HOW TO COMPLETE THIS TASK ->
Start to finish, copy the data exactly.

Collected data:

%%

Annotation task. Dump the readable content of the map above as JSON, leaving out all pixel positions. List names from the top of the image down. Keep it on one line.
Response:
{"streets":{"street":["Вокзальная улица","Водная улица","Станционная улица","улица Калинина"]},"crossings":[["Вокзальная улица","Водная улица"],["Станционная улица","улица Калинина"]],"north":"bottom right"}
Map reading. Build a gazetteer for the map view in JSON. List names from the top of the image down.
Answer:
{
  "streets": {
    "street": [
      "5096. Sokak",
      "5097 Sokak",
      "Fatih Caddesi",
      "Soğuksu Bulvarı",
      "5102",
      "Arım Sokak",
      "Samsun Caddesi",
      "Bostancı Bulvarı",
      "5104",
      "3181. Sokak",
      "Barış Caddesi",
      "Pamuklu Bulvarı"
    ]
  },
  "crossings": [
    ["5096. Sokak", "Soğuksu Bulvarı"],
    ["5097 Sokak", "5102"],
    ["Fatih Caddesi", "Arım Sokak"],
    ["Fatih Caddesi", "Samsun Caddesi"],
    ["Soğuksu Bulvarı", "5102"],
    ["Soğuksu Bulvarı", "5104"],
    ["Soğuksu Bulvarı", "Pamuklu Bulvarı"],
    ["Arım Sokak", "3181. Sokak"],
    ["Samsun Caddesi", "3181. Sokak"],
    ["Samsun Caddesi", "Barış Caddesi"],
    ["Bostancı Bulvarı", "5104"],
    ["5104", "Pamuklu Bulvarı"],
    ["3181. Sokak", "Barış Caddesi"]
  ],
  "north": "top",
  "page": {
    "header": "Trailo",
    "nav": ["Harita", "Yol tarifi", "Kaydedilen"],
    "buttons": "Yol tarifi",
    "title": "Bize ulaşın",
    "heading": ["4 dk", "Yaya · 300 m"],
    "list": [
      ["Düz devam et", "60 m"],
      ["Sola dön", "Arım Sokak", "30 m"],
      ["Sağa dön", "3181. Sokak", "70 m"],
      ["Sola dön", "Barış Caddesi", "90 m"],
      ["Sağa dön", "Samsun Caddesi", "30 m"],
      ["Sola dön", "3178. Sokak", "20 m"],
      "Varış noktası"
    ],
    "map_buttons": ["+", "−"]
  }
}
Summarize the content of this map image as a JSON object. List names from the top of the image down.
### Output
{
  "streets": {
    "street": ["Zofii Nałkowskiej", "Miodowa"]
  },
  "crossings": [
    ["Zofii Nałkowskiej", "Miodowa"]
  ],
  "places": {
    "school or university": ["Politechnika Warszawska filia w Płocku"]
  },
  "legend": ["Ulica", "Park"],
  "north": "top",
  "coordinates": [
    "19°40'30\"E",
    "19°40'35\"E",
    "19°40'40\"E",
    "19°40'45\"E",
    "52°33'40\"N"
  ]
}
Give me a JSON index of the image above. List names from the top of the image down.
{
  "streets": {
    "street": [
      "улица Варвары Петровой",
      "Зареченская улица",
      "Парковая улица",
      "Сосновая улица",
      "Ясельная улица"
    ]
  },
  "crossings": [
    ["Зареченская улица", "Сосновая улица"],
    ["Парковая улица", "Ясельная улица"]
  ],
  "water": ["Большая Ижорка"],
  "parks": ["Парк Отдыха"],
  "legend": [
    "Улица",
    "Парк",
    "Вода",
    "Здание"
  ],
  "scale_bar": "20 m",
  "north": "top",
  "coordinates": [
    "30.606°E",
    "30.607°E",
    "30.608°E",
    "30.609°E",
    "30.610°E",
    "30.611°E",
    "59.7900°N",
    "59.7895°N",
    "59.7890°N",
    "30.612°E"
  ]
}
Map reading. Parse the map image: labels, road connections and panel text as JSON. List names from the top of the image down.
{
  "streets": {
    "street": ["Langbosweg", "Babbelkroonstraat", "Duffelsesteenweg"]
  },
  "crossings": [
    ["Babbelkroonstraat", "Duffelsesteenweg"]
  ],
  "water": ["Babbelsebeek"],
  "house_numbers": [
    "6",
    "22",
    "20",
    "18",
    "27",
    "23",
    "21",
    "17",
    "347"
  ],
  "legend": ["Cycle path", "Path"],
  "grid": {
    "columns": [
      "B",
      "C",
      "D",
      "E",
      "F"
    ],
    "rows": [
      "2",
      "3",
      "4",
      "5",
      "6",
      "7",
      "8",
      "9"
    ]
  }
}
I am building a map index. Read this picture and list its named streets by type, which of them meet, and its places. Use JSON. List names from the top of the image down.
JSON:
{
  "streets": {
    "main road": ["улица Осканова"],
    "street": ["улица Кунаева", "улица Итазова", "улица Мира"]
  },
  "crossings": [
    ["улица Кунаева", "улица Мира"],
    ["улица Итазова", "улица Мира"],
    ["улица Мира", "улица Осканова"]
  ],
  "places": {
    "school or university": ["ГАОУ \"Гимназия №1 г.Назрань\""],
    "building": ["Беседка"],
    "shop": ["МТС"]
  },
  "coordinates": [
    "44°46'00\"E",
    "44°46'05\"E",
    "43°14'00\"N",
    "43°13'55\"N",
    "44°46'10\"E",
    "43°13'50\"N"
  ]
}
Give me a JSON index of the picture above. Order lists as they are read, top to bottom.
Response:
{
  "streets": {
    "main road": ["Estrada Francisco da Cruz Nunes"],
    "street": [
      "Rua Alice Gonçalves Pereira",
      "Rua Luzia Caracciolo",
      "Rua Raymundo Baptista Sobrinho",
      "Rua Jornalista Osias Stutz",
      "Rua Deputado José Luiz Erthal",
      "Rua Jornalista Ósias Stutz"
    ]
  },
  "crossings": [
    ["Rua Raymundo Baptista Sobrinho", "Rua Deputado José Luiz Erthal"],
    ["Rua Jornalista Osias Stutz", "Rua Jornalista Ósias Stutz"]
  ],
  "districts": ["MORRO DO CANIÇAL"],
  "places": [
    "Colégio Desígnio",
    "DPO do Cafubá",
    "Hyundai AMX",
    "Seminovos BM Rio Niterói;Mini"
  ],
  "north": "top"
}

%%

ANSWER ->
Annotation task. Dump the readable content of the map above as JSON, leaving out all pixel positions. List names from the top of the image down. Keep it on one line.
Response:
{"streets":{"street":["Вокзальная улица","Водная улица","Станционная улица","улица Калинина"]},"crossings":[["Вокзальная улица","Водная улица"],["Станционная улица","улица Калинина"]],"north":"bottom right"}
Map reading. Build a gazetteer for the map view in JSON. List names from the top of the image down.
Answer:
{
  "streets": {
    "street": [
      "5096. Sokak",
      "5097 Sokak",
      "Fatih Caddesi",
      "Soğuksu Bulvarı",
      "5102",
      "Arım Sokak",
      "Samsun Caddesi",
      "Bostancı Bulvarı",
      "5104",
      "3181. Sokak",
      "Barış Caddesi",
      "Pamuklu Bulvarı"
    ]
  },
  "crossings": [
    ["5096. Sokak", "Soğuksu Bulvarı"],
    ["5097 Sokak", "5102"],
    ["Fatih Caddesi", "Arım Sokak"],
    ["Fatih Caddesi", "Samsun Caddesi"],
    ["Soğuksu Bulvarı", "5102"],
    ["Soğuksu Bulvarı", "5104"],
    ["Soğuksu Bulvarı", "Pamuklu Bulvarı"],
    ["Arım Sokak", "3181. Sokak"],
    ["Samsun Caddesi", "3181. Sokak"],
    ["Samsun Caddesi", "Barış Caddesi"],
    ["Bostancı Bulvarı", "5104"],
    ["5104", "Pamuklu Bulvarı"],
    ["3181. Sokak", "Barış Caddesi"]
  ],
  "north": "top",
  "page": {
    "header": "Trailo",
    "nav": ["Harita", "Yol tarifi", "Kaydedilen"],
    "buttons": "Yol tarifi",
    "title": "Bize ulaşın",
    "heading": ["4 dk", "Yaya · 300 m"],
    "list": [
      ["Düz devam et", "60 m"],
      ["Sola dön", "Arım Sokak", "30 m"],
      ["Sağa dön", "3181. Sokak", "70 m"],
      ["Sola dön", "Barış Caddesi", "90 m"],
      ["Sağa dön", "Samsun Caddesi", "30 m"],
      ["Sola dön", "3178. Sokak", "20 m"],
      "Varış noktası"
    ],
    "map_buttons": ["+", "−"]
  }
}
Summarize the content of this map image as a JSON object. List names from the top of the image down.
### Output
{
  "streets": {
    "street": ["Zofii Nałkowskiej", "Miodowa"]
  },
  "crossings": [
    ["Zofii Nałkowskiej", "Miodowa"]
  ],
  "places": {
    "school or university": ["Politechnika Warszawska filia w Płocku"]
  },
  "legend": ["Ulica", "Park"],
  "north": "top",
  "coordinates": [
    "19°40'30\"E",
    "19°40'35\"E",
    "19°40'40\"E",
    "19°40'45\"E",
    "52°33'40\"N"
  ]
}
Give me a JSON index of the image above. List names from the top of the image down.
{
  "streets": {
    "street": [
      "улица Варвары Петровой",
      "Зареченская улица",
      "Парковая улица",
      "Сосновая улица",
      "Ясельная улица"
    ]
  },
  "crossings": [
    ["Зареченская улица", "Сосновая улица"],
    ["Парковая улица", "Ясельная улица"]
  ],
  "water": ["Большая Ижорка"],
  "parks": ["Парк Отдыха"],
  "legend": [
    "Улица",
    "Парк",
    "Вода",
    "Здание"
  ],
  "scale_bar": "20 m",
  "north": "top",
  "coordinates": [
    "30.606°E",
    "30.607°E",
    "30.608°E",
    "30.609°E",
    "30.610°E",
    "30.611°E",
    "59.7900°N",
    "59.7895°N",
    "59.7890°N",
    "30.612°E"
  ]
}
Map reading. Parse the map image: labels, road connections and panel text as JSON. List names from the top of the image down.
{
  "streets": {
    "street": ["Langbosweg", "Babbelkroonstraat", "Duffelsesteenweg"]
  },
  "crossings": [
    ["Babbelkroonstraat", "Duffelsesteenweg"]
  ],
  "water": ["Babbelsebeek"],
  "house_numbers": [
    "6",
    "22",
    "20",
    "18",
    "27",
    "23",
    "21",
    "17",
    "347"
  ],
  "legend": ["Cycle path", "Path"],
  "grid": {
    "columns": [
      "B",
      "C",
      "D",
      "E",
      "F"
    ],
    "rows": [
      "2",
      "3",
      "4",
      "5",
      "6",
      "7",
      "8",
      "9"
    ]
  }
}
I am building a map index. Read this picture and list its named streets by type, which of them meet, and its places. Use JSON. List names from the top of the image down.
JSON:
{
  "streets": {
    "main road": ["улица Осканова"],
    "street": ["улица Кунаева", "улица Итазова", "улица Мира"]
  },
  "crossings": [
    ["улица Кунаева", "улица Мира"],
    ["улица Итазова", "улица Мира"],
    ["улица Мира", "улица Осканова"]
  ],
  "places": {
    "school or university": ["ГАОУ \"Гимназия №1 г.Назрань\""],
    "building": ["Беседка"],
    "shop": ["МТС"]
  },
  "coordinates": [
    "44°46'00\"E",
    "44°46'05\"E",
    "43°14'00\"N",
    "43°13'55\"N",
    "44°46'10\"E",
    "43°13'50\"N"
  ]
}
Give me a JSON index of the picture above. Order lists as they are read, top to bottom.
Response:
{
  "streets": {
    "main road": ["Estrada Francisco da Cruz Nunes"],
    "street": [
      "Rua Alice Gonçalves Pereira",
      "Rua Luzia Caracciolo",
      "Rua Raymundo Baptista Sobrinho",
      "Rua Jornalista Osias Stutz",
      "Rua Deputado José Luiz Erthal",
      "Rua Jornalista Ósias Stutz"
    ]
  },
  "crossings": [
    ["Rua Raymundo Baptista Sobrinho", "Rua Deputado José Luiz Erthal"],
    ["Rua Jornalista Osias Stutz", "Rua Jornalista Ósias Stutz"]
  ],
  "districts": ["MORRO DO CANIÇAL"],
  "places": [
    "Colégio Desígnio",
    "DPO do Cafubá",
    "Hyundai AMX",
    "Seminovos BM Rio Niterói;Mini"
  ],
  "north": "top"
}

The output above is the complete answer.